La pace, cerchi la pace,
non quella ossuta gioia della giovinezza,
l’età selvatica della fame
non saziata mai dal cielo.
E’ una voglia larga, la tua adesso,
come lo sguardo dentro il mare
sino a sentire il battere
tra onda e onda.
Tra onda e onda, come una fine….
solo una fine…
Gabriela Fantato, (Milano 1960) insegna Lettere in un Istituto Superiore di Milano. Suoi testi compaiono su molte riviste, antologie e siti letterari. Ha vinto alcuni Premi Poetici, tra cui il premio "Eugenio Montale Europa (2004).

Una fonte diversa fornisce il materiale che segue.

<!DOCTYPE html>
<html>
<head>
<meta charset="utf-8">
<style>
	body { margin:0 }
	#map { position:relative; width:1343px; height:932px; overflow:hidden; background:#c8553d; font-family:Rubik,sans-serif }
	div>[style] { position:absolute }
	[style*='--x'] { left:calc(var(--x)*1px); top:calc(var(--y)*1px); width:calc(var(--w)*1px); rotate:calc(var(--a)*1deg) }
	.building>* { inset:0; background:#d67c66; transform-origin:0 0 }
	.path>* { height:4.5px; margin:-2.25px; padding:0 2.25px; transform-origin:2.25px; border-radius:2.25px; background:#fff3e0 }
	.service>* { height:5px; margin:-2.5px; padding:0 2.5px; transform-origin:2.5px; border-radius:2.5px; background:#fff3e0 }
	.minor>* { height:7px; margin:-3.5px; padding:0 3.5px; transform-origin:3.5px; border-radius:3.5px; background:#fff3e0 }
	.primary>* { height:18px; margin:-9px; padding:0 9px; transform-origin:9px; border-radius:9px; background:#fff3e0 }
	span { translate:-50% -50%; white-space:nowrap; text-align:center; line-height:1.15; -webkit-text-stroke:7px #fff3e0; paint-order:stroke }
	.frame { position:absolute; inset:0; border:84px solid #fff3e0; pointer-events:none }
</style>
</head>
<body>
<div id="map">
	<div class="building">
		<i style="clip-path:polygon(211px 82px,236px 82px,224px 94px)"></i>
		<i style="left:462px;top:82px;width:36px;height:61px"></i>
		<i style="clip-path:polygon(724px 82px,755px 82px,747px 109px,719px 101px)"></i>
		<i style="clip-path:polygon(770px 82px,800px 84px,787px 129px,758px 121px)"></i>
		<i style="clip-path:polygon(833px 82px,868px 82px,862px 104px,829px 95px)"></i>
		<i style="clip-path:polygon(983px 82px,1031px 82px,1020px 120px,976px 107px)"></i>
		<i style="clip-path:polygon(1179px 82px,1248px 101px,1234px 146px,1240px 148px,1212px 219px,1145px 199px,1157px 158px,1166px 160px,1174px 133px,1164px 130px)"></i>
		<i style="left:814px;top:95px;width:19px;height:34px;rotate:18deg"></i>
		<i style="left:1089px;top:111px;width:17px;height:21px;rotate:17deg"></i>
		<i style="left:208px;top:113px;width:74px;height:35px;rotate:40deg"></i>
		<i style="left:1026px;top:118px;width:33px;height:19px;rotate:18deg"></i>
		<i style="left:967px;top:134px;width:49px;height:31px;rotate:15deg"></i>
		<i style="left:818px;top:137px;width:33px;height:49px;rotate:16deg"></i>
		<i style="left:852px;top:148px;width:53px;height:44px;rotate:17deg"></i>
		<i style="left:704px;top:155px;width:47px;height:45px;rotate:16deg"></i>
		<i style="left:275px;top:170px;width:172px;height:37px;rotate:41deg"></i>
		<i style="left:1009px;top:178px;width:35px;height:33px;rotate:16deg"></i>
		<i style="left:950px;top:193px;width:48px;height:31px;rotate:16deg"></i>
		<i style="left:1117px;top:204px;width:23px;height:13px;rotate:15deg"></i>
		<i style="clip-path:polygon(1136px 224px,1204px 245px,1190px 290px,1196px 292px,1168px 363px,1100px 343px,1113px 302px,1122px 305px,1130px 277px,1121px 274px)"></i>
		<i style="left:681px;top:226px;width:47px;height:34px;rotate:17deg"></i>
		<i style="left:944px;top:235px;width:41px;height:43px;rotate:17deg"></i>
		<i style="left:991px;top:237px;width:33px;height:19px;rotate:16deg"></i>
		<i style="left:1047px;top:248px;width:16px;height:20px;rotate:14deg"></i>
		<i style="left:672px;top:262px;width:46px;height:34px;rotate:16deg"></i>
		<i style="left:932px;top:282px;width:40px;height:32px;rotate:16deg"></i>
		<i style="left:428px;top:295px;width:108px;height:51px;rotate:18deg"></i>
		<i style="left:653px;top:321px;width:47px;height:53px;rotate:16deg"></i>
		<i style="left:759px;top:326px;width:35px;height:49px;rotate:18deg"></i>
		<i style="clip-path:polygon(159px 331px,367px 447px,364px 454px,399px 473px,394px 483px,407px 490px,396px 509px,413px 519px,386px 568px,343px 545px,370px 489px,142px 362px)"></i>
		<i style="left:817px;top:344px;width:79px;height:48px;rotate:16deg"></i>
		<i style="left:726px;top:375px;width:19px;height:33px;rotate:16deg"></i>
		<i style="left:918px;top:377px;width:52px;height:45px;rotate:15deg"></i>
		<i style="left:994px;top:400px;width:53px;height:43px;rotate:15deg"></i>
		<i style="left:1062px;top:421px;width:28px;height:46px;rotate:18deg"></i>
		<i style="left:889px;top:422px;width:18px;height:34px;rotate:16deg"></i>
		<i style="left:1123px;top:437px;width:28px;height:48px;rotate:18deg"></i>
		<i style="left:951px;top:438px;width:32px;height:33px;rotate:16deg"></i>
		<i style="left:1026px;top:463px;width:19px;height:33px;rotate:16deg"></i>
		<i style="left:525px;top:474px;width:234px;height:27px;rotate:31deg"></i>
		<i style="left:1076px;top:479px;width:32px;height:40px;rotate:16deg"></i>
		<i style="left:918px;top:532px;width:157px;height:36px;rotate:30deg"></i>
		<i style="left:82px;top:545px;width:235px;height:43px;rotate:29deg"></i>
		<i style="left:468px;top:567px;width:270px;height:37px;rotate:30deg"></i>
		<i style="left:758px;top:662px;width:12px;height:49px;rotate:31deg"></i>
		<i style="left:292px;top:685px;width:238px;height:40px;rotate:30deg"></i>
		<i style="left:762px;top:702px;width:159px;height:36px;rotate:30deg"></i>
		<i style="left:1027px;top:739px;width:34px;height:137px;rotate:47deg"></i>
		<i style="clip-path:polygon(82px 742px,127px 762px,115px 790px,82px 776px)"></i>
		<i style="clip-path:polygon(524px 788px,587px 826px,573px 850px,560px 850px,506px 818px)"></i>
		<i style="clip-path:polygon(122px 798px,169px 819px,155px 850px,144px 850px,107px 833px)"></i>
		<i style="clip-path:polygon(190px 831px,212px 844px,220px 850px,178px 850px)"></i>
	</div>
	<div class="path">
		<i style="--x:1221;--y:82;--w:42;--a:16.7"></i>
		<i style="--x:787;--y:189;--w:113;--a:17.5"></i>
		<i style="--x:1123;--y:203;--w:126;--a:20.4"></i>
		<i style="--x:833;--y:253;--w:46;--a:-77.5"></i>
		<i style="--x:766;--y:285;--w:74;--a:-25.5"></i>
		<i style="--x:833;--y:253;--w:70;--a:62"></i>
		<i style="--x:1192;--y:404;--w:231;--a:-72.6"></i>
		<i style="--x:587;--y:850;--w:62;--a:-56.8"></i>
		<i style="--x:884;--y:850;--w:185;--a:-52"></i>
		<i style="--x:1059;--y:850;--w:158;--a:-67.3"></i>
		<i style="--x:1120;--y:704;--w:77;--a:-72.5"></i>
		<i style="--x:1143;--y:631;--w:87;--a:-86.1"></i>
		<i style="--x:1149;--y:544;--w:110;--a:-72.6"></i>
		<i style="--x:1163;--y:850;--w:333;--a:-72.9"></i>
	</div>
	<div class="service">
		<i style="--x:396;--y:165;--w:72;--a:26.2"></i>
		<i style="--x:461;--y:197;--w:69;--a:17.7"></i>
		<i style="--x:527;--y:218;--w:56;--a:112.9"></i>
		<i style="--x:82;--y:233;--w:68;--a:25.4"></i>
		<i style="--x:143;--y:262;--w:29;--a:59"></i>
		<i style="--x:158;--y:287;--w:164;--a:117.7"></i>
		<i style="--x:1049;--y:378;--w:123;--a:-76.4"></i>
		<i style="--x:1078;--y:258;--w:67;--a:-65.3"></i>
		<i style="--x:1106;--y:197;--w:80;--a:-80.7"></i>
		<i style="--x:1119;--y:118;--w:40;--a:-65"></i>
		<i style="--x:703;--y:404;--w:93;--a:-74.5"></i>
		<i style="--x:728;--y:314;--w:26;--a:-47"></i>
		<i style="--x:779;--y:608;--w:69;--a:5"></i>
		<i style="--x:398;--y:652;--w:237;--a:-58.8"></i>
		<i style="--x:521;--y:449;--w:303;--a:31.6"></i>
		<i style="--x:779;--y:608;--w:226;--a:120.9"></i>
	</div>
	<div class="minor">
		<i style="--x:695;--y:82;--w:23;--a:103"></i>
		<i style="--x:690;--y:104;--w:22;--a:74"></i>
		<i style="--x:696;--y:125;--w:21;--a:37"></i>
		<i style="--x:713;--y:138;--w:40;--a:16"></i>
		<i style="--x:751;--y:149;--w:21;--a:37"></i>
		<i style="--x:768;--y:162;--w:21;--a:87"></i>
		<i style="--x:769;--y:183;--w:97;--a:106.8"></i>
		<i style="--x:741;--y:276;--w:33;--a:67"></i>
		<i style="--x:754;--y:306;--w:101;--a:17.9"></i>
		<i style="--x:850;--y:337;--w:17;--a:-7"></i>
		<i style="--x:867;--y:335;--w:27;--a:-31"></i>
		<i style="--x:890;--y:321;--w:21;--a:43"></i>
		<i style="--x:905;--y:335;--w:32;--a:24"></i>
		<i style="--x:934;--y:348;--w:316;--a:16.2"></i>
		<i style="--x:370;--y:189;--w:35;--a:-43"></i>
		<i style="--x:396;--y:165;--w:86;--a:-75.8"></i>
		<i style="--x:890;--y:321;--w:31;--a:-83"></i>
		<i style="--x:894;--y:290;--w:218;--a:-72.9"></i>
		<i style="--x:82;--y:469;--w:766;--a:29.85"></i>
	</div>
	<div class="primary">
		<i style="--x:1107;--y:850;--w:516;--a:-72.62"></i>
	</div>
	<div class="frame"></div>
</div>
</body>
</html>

E' stata invitata a rassegne letterarie ed eventi poetici di rilievo, tra cui il
Festival Internazionale di Poesia di Milano (maggio 2006).
Raccolte poetiche:
Fugando (Book editore, 1996);
Enigma (DIALOGOlibri, 2000);
Moltitudine, in
Settimo Quaderno di Poesia Italiana, a cura di Franco Buffoni, (Marcos y Marcos
, 2001);
Northern Geography, con traduzione inglese di Emanuel Di Pasquale (Gradiva Pubblications, 2002),
Il tempo dovuto, 1996-2005 (editoria&spettacolo, 2005) e
Forse una geometria (Fiori di Torchio, 2005).
Saggi critici:
L'incontro con lo straniero, note su F. Romagnoli, A. Pozzi, D. Menicanti, C. Campo e M.L. Spaziani (Crocetti editore, 2000);
Una geografia spirituale, la poesia di Cesare Pavese (Crocetti editore, 2002); In filigrana, dentro lo sguardo di Paul Klee e Marc Chagall (Moretti&Vitali, 2006). Ha curato l'antologia di saggi critici
Sotto la superficie, letture di poeti italiani contemporanei (1970-2004) (Bocca editore, 2004) e con L. Cannillo il libro di interviste a 25 poeti italiani
La Biblioteca delle voci (Joker ediz., 2006). Il suo racconto
Il battito è nell'antologia
Canti di Venere (Borelli editore, 2005).
Per il teatro ha scritto i testi in versi:
Messer Lievesogno e la Porta Chiusa (Teatro Comunale di Bologna, 1997);
La bella Melusina (Teatro Quirino, Roma 1998);
L'elefante di Annibale ( Auditorium di Milano, 2000);
Salom è Saltatrix (Villa Reale, Monza, 1999);
Enigma (Piccolo Teatro, Milano 2000);
Ghost Caf è (Teatro Donizetti, Bergamo 2000). Dirige la rivista di poesia, arte e filosofia: "La Mosca di Milano" ed è nella redazione della rivista "La Clessidra".